Top of RECORDS SUPPLIED

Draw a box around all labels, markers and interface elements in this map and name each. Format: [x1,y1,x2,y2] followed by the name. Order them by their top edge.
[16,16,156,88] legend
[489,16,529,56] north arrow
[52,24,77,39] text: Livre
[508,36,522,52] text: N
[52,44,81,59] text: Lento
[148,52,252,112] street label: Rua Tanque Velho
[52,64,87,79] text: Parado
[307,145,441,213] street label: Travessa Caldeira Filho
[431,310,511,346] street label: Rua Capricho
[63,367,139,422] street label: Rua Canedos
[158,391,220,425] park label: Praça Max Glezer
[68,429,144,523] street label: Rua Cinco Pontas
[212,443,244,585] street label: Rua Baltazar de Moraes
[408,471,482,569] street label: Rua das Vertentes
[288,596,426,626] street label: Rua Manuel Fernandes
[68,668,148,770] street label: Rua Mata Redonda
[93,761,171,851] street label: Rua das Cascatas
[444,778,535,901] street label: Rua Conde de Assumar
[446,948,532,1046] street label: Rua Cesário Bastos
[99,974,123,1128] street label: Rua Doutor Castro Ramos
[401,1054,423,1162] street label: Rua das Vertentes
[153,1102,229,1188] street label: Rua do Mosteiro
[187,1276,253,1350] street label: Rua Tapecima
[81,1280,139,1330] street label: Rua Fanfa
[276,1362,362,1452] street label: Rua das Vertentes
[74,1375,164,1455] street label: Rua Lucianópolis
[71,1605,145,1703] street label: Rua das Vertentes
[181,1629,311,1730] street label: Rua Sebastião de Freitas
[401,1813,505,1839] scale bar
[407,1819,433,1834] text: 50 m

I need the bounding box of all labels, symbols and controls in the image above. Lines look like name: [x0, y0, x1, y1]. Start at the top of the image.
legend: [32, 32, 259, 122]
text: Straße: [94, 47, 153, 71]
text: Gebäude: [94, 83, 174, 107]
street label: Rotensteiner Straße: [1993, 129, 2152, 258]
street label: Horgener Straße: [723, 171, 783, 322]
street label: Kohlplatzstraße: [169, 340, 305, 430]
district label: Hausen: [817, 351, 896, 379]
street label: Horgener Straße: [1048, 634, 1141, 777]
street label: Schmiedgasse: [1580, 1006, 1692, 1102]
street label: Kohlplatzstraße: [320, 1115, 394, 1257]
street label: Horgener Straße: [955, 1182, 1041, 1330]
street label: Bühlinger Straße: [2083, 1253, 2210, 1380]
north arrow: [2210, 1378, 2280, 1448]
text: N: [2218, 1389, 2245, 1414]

Bottom of RECORDS SUPPLIED

Without omitting any record, transcribe the data exactly.

**COMPLETED TASK**
Draw a box around all labels, markers and interface elements in this map and name each. Format: [x1,y1,x2,y2] followed by the name. Order them by their top edge.
[16,16,156,88] legend
[489,16,529,56] north arrow
[52,24,77,39] text: Livre
[508,36,522,52] text: N
[52,44,81,59] text: Lento
[148,52,252,112] street label: Rua Tanque Velho
[52,64,87,79] text: Parado
[307,145,441,213] street label: Travessa Caldeira Filho
[431,310,511,346] street label: Rua Capricho
[63,367,139,422] street label: Rua Canedos
[158,391,220,425] park label: Praça Max Glezer
[68,429,144,523] street label: Rua Cinco Pontas
[212,443,244,585] street label: Rua Baltazar de Moraes
[408,471,482,569] street label: Rua das Vertentes
[288,596,426,626] street label: Rua Manuel Fernandes
[68,668,148,770] street label: Rua Mata Redonda
[93,761,171,851] street label: Rua das Cascatas
[444,778,535,901] street label: Rua Conde de Assumar
[446,948,532,1046] street label: Rua Cesário Bastos
[99,974,123,1128] street label: Rua Doutor Castro Ramos
[401,1054,423,1162] street label: Rua das Vertentes
[153,1102,229,1188] street label: Rua do Mosteiro
[187,1276,253,1350] street label: Rua Tapecima
[81,1280,139,1330] street label: Rua Fanfa
[276,1362,362,1452] street label: Rua das Vertentes
[74,1375,164,1455] street label: Rua Lucianópolis
[71,1605,145,1703] street label: Rua das Vertentes
[181,1629,311,1730] street label: Rua Sebastião de Freitas
[401,1813,505,1839] scale bar
[407,1819,433,1834] text: 50 m

I need the bounding box of all labels, symbols and controls in the image above. Lines look like name: [x0, y0, x1, y1]. Start at the top of the image.
legend: [32, 32, 259, 122]
text: Straße: [94, 47, 153, 71]
text: Gebäude: [94, 83, 174, 107]
street label: Rotensteiner Straße: [1993, 129, 2152, 258]
street label: Horgener Straße: [723, 171, 783, 322]
street label: Kohlplatzstraße: [169, 340, 305, 430]
district label: Hausen: [817, 351, 896, 379]
street label: Horgener Straße: [1048, 634, 1141, 777]
street label: Schmiedgasse: [1580, 1006, 1692, 1102]
street label: Kohlplatzstraße: [320, 1115, 394, 1257]
street label: Horgener Straße: [955, 1182, 1041, 1330]
street label: Bühlinger Straße: [2083, 1253, 2210, 1380]
north arrow: [2210, 1378, 2280, 1448]
text: N: [2218, 1389, 2245, 1414]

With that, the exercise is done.